**TASK DESCRIPTION**
Provide the entries once more, identical in every word.

[Opening GIVEN RECORDS section]

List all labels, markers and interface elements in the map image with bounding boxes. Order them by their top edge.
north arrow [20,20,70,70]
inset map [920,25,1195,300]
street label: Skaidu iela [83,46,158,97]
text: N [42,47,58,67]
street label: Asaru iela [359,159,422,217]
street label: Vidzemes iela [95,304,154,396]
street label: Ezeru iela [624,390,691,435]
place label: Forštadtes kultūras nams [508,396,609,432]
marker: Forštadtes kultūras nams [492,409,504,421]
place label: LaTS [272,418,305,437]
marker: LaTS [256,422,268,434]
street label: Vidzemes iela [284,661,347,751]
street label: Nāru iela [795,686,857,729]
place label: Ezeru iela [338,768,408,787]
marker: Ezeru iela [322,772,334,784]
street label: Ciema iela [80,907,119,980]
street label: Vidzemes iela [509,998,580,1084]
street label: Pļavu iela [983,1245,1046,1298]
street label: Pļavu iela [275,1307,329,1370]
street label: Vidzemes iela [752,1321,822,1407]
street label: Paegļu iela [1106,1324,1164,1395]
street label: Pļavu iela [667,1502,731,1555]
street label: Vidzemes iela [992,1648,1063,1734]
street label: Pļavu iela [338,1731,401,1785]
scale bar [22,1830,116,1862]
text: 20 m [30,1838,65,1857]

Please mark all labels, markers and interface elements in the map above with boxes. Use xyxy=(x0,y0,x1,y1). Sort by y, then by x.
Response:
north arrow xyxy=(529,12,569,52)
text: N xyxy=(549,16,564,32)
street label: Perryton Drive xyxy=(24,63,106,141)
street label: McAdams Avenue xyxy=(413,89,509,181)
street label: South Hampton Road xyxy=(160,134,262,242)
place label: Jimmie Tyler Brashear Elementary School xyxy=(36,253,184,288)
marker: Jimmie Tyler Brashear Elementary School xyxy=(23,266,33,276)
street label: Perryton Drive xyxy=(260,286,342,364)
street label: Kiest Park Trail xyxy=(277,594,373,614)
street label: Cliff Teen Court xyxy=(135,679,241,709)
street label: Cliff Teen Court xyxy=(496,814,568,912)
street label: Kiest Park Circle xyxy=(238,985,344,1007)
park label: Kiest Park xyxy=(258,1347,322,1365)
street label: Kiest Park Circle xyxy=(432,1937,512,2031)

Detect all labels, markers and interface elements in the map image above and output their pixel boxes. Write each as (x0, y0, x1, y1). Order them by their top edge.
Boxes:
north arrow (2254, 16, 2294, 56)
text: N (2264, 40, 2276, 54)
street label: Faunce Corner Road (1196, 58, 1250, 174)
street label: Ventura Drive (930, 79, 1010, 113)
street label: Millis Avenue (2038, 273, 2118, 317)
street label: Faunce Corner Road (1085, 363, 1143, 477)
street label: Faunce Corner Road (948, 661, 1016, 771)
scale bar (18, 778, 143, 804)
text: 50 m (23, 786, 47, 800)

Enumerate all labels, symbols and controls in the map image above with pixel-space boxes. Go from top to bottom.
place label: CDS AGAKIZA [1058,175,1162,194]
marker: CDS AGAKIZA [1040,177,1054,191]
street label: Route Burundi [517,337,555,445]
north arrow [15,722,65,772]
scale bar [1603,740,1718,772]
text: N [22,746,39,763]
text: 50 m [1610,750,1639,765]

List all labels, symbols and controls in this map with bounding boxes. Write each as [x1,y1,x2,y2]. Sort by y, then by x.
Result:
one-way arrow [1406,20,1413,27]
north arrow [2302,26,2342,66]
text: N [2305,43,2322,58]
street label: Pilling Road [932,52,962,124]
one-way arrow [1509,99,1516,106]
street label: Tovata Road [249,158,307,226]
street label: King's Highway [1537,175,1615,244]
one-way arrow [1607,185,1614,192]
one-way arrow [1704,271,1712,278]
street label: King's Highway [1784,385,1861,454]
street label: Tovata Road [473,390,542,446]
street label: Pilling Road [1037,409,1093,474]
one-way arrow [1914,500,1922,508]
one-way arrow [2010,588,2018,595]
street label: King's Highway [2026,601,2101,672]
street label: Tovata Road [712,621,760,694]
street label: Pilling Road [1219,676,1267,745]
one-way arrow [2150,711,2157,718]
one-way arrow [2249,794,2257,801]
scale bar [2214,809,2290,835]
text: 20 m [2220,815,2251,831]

[Closing GIVEN RECORDS section]

**EXERCISE ANSWER**
List all labels, markers and interface elements in the map image with bounding boxes. Order them by their top edge.
north arrow [20,20,70,70]
inset map [920,25,1195,300]
street label: Skaidu iela [83,46,158,97]
text: N [42,47,58,67]
street label: Asaru iela [359,159,422,217]
street label: Vidzemes iela [95,304,154,396]
street label: Ezeru iela [624,390,691,435]
place label: Forštadtes kultūras nams [508,396,609,432]
marker: Forštadtes kultūras nams [492,409,504,421]
place label: LaTS [272,418,305,437]
marker: LaTS [256,422,268,434]
street label: Vidzemes iela [284,661,347,751]
street label: Nāru iela [795,686,857,729]
place label: Ezeru iela [338,768,408,787]
marker: Ezeru iela [322,772,334,784]
street label: Ciema iela [80,907,119,980]
street label: Vidzemes iela [509,998,580,1084]
street label: Pļavu iela [983,1245,1046,1298]
street label: Pļavu iela [275,1307,329,1370]
street label: Vidzemes iela [752,1321,822,1407]
street label: Paegļu iela [1106,1324,1164,1395]
street label: Pļavu iela [667,1502,731,1555]
street label: Vidzemes iela [992,1648,1063,1734]
street label: Pļavu iela [338,1731,401,1785]
scale bar [22,1830,116,1862]
text: 20 m [30,1838,65,1857]

Please mark all labels, markers and interface elements in the map above with boxes. Use xyxy=(x0,y0,x1,y1). Sort by y, then by x.
Response:
north arrow xyxy=(529,12,569,52)
text: N xyxy=(549,16,564,32)
street label: Perryton Drive xyxy=(24,63,106,141)
street label: McAdams Avenue xyxy=(413,89,509,181)
street label: South Hampton Road xyxy=(160,134,262,242)
place label: Jimmie Tyler Brashear Elementary School xyxy=(36,253,184,288)
marker: Jimmie Tyler Brashear Elementary School xyxy=(23,266,33,276)
street label: Perryton Drive xyxy=(260,286,342,364)
street label: Kiest Park Trail xyxy=(277,594,373,614)
street label: Cliff Teen Court xyxy=(135,679,241,709)
street label: Cliff Teen Court xyxy=(496,814,568,912)
street label: Kiest Park Circle xyxy=(238,985,344,1007)
park label: Kiest Park xyxy=(258,1347,322,1365)
street label: Kiest Park Circle xyxy=(432,1937,512,2031)

Detect all labels, markers and interface elements in the map image above and output their pixel boxes. Write each as (x0, y0, x1, y1). Order them by their top edge.
Boxes:
north arrow (2254, 16, 2294, 56)
text: N (2264, 40, 2276, 54)
street label: Faunce Corner Road (1196, 58, 1250, 174)
street label: Ventura Drive (930, 79, 1010, 113)
street label: Millis Avenue (2038, 273, 2118, 317)
street label: Faunce Corner Road (1085, 363, 1143, 477)
street label: Faunce Corner Road (948, 661, 1016, 771)
scale bar (18, 778, 143, 804)
text: 50 m (23, 786, 47, 800)

Enumerate all labels, symbols and controls in the map image above with pixel-space boxes. Go from top to bottom.
place label: CDS AGAKIZA [1058,175,1162,194]
marker: CDS AGAKIZA [1040,177,1054,191]
street label: Route Burundi [517,337,555,445]
north arrow [15,722,65,772]
scale bar [1603,740,1718,772]
text: N [22,746,39,763]
text: 50 m [1610,750,1639,765]

List all labels, symbols and controls in this map with bounding boxes. Write each as [x1,y1,x2,y2]. Sort by y, then by x.
Result:
one-way arrow [1406,20,1413,27]
north arrow [2302,26,2342,66]
text: N [2305,43,2322,58]
street label: Pilling Road [932,52,962,124]
one-way arrow [1509,99,1516,106]
street label: Tovata Road [249,158,307,226]
street label: King's Highway [1537,175,1615,244]
one-way arrow [1607,185,1614,192]
one-way arrow [1704,271,1712,278]
street label: King's Highway [1784,385,1861,454]
street label: Tovata Road [473,390,542,446]
street label: Pilling Road [1037,409,1093,474]
one-way arrow [1914,500,1922,508]
one-way arrow [2010,588,2018,595]
street label: King's Highway [2026,601,2101,672]
street label: Tovata Road [712,621,760,694]
street label: Pilling Road [1219,676,1267,745]
one-way arrow [2150,711,2157,718]
one-way arrow [2249,794,2257,801]
scale bar [2214,809,2290,835]
text: 20 m [2220,815,2251,831]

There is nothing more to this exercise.